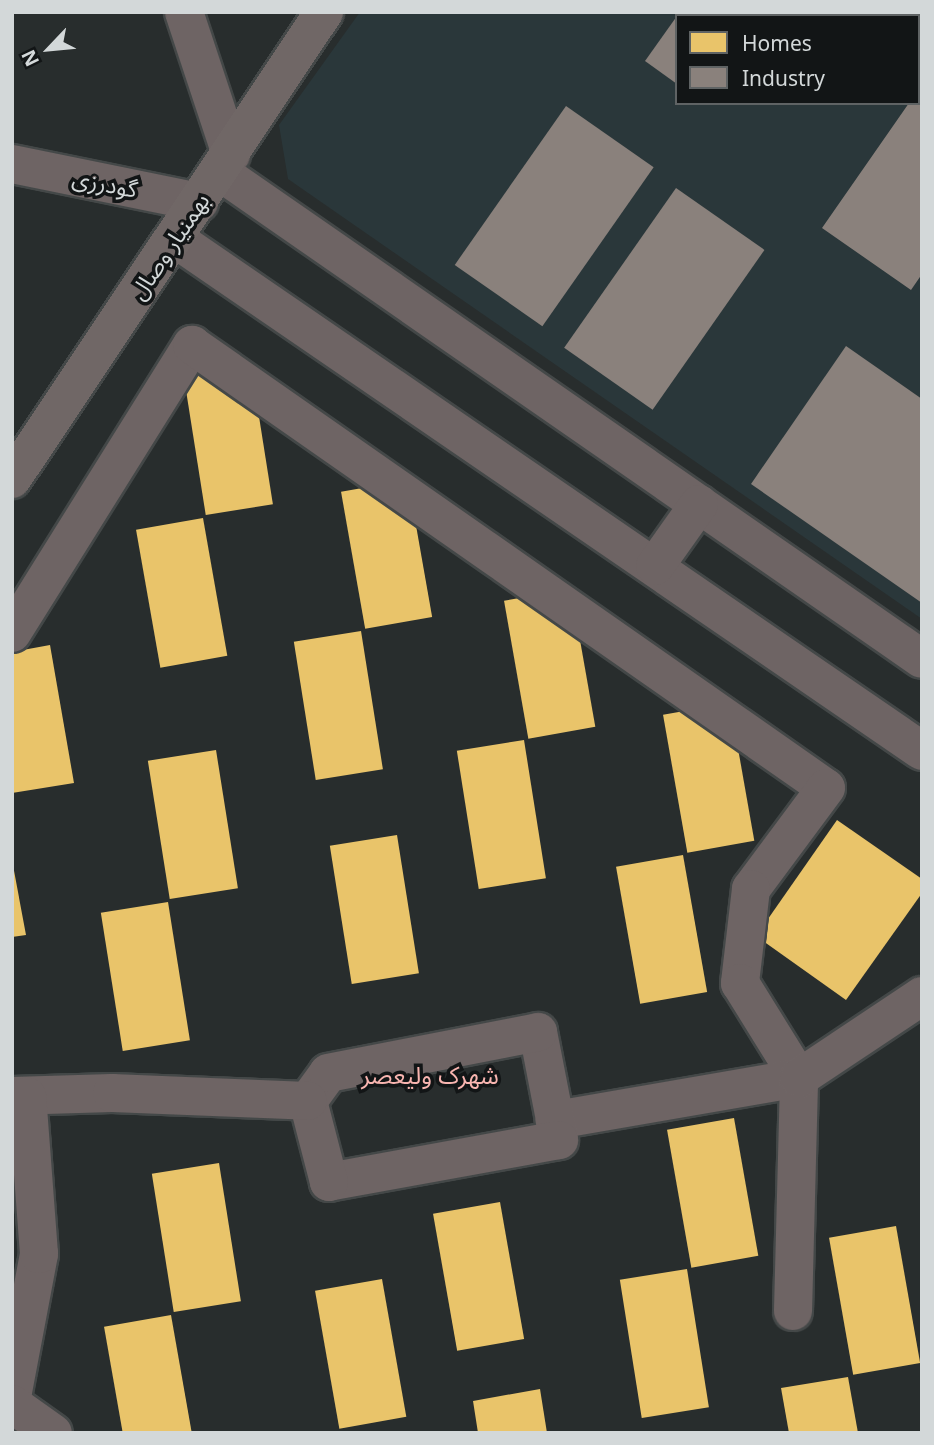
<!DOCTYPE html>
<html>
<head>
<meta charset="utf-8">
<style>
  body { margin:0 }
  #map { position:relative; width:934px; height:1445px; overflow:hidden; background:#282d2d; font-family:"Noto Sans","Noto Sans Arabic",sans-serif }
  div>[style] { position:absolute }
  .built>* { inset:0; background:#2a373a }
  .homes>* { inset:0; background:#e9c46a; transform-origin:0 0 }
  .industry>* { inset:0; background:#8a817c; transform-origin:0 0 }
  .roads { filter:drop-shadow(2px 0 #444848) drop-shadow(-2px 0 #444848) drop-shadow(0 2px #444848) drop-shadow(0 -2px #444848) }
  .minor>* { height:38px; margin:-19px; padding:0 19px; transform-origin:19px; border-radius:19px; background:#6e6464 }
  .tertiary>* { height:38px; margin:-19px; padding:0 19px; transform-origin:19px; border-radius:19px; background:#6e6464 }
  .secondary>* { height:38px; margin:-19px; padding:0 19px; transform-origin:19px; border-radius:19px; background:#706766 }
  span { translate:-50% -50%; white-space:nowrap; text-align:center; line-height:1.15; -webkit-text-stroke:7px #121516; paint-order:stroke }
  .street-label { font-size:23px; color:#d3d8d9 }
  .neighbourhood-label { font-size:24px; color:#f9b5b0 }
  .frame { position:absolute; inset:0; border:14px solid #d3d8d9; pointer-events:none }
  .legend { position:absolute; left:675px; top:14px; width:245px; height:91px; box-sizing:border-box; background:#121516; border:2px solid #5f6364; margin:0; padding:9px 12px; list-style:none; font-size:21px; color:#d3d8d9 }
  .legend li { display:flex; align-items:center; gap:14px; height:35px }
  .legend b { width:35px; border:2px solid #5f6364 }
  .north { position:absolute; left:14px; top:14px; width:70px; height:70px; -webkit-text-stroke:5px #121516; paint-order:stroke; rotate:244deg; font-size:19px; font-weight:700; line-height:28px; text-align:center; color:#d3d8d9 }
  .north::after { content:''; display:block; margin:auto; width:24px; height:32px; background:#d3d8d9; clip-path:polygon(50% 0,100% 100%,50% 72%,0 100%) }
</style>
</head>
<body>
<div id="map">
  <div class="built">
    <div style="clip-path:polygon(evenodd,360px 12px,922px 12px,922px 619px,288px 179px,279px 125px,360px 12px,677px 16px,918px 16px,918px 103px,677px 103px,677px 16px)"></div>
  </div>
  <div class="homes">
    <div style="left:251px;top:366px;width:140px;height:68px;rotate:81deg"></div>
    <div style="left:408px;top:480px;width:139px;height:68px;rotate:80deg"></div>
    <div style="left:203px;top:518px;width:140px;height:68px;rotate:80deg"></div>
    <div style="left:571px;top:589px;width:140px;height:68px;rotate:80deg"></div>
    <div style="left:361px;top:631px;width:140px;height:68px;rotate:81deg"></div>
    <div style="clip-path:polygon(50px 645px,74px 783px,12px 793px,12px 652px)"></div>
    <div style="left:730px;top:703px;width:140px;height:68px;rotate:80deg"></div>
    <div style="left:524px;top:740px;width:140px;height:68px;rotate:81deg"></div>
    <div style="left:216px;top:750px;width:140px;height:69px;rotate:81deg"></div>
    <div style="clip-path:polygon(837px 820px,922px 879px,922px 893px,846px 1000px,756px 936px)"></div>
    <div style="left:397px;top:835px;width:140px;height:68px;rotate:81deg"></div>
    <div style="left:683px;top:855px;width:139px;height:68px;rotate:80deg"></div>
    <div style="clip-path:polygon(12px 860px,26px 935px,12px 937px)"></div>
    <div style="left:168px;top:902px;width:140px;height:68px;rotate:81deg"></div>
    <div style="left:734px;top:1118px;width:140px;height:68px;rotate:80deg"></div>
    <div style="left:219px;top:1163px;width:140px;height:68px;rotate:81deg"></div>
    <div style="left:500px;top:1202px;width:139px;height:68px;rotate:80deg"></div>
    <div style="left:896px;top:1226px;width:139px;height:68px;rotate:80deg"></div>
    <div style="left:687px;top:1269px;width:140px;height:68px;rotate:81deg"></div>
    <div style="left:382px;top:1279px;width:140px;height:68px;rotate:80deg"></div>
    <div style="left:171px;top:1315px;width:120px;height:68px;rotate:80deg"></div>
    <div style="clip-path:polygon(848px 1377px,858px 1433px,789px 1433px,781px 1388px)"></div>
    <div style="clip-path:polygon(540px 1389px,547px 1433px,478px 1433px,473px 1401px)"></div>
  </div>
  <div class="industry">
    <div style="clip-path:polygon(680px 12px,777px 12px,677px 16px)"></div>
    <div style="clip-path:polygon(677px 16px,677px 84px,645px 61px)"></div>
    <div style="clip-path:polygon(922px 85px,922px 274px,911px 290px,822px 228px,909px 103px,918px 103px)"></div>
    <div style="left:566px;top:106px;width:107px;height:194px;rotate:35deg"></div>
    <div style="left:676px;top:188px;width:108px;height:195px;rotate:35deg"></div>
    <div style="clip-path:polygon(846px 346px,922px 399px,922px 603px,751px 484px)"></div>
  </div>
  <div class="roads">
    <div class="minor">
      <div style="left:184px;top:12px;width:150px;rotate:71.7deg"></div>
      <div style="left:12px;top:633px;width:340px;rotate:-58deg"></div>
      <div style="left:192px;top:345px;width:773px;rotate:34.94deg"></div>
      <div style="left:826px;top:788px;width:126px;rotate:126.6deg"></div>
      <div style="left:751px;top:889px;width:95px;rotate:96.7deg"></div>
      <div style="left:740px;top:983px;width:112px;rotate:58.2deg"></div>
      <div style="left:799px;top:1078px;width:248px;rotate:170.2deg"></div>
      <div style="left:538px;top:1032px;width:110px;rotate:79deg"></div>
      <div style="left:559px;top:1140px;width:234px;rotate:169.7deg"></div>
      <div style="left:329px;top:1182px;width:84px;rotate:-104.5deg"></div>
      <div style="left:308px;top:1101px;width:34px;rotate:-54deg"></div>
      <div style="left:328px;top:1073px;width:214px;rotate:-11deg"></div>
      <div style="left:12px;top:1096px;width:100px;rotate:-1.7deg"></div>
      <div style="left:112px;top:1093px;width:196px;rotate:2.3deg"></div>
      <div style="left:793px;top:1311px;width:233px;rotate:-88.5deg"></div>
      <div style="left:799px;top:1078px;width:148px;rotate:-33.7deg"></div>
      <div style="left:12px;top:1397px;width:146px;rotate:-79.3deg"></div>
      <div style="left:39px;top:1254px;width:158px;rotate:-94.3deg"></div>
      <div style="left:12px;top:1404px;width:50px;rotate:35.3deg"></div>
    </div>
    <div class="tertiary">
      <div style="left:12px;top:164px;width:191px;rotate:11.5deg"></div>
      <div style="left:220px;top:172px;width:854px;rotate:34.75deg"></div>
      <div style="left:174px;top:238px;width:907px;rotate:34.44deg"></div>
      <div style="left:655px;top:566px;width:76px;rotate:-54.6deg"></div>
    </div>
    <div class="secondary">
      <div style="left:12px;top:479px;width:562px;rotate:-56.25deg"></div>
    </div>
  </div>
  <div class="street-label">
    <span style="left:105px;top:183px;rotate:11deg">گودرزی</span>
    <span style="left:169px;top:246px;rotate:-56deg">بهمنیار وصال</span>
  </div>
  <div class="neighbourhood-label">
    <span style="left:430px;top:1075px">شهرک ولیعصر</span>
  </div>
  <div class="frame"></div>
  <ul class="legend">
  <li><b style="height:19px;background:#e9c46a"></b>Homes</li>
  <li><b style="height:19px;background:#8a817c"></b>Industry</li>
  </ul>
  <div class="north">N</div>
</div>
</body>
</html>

§ §

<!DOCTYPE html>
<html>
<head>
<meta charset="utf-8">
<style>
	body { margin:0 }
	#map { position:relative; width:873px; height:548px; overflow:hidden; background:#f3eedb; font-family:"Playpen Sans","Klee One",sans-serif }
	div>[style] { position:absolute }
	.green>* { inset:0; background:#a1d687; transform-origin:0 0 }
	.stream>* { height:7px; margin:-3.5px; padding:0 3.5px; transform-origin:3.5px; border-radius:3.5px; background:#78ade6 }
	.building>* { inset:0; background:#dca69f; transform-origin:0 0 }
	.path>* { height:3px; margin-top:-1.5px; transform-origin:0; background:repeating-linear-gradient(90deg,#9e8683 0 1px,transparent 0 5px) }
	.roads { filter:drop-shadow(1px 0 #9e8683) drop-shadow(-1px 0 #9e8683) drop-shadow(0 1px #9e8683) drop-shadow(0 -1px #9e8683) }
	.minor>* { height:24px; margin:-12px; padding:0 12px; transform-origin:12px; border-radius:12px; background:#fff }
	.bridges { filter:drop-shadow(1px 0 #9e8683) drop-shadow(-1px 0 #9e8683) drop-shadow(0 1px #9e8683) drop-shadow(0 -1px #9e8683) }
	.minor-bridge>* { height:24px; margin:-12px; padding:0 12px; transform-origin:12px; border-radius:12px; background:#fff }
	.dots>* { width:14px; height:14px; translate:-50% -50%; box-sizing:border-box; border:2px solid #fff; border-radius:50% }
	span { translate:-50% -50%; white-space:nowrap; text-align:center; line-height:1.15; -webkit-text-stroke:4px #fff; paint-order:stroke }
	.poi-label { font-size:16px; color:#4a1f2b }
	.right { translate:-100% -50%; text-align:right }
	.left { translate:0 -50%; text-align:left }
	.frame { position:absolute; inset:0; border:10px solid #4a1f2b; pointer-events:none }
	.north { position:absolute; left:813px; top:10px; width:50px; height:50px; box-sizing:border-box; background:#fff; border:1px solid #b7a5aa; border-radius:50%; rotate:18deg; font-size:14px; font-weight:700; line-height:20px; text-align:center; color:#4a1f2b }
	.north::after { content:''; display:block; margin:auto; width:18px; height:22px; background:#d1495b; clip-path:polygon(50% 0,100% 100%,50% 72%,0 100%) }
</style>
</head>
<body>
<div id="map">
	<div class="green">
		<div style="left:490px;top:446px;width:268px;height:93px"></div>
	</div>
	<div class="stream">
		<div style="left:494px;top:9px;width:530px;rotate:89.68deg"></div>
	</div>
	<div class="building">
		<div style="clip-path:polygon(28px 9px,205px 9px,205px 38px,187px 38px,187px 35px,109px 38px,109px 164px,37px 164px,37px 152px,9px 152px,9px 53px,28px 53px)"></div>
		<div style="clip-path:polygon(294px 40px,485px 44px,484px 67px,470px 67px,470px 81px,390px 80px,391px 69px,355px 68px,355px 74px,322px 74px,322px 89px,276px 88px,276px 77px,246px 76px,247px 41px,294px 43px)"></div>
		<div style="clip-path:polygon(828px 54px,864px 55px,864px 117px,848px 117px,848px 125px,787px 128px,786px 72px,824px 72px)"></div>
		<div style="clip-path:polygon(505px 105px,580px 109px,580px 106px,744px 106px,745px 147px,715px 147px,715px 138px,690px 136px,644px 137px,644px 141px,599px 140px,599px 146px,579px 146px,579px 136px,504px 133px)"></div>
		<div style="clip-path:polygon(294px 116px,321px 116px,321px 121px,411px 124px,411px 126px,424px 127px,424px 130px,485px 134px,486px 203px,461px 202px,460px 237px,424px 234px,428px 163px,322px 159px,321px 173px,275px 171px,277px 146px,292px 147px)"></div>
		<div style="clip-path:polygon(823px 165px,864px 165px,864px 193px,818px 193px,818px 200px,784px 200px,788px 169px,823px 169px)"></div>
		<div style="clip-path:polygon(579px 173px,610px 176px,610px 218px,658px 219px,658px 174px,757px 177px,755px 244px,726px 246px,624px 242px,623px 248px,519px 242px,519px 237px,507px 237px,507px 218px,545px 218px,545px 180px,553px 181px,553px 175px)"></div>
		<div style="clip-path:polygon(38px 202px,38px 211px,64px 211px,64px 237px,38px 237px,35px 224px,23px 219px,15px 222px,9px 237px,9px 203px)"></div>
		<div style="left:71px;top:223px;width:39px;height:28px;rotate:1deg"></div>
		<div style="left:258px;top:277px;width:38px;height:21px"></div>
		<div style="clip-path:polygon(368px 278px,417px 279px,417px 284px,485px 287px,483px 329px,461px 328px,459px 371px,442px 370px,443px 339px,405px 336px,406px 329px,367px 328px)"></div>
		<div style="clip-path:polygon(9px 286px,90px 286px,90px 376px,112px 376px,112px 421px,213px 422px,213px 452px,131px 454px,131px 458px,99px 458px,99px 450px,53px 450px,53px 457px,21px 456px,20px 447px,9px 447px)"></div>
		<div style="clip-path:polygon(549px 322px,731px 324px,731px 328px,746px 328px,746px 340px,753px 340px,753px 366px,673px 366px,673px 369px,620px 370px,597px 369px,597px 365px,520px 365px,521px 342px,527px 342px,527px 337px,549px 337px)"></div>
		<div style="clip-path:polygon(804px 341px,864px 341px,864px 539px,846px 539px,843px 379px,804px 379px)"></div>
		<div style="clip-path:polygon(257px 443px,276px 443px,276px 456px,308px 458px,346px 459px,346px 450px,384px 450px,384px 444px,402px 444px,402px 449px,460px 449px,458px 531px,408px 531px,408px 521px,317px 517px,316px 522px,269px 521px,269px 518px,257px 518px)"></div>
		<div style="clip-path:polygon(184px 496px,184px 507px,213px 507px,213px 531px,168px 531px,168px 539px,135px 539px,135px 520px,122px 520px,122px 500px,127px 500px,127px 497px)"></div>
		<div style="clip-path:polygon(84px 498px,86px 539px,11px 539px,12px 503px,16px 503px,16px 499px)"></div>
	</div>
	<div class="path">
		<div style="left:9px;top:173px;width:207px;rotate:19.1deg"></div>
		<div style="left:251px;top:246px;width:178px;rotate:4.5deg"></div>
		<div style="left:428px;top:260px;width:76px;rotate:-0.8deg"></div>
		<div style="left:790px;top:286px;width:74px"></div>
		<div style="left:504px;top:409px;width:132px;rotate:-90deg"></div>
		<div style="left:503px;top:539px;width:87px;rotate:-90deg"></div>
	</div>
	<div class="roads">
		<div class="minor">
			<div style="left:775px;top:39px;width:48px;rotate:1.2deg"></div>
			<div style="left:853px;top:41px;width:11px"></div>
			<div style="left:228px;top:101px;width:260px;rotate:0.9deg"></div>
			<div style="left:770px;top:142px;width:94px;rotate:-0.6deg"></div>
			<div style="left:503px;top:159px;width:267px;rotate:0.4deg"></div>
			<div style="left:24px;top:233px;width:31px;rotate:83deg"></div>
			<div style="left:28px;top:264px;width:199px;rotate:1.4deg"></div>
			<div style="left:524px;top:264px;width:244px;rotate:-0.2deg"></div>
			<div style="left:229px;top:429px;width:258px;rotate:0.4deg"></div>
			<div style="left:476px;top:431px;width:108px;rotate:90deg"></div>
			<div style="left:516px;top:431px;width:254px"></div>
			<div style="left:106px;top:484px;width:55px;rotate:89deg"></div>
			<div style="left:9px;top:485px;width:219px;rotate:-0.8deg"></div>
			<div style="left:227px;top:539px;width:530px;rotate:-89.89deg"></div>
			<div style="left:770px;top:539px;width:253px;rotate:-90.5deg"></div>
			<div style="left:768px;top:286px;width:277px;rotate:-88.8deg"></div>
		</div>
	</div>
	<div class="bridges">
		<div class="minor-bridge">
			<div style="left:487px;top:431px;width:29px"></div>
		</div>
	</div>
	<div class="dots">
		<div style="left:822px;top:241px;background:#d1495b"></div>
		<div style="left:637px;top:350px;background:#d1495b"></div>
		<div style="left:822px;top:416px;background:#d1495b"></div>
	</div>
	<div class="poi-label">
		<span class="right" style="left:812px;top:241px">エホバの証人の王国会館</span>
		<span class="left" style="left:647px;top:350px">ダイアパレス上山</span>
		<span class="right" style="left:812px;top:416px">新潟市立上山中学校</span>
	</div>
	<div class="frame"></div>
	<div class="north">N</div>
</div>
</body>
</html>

§ §

**What to produce:** The expected output is every line from the material above where "green" can be found.

**Output of the exercise:**
	.green>* { inset:0; background:#a1d687; transform-origin:0 0 }
	<div class="green">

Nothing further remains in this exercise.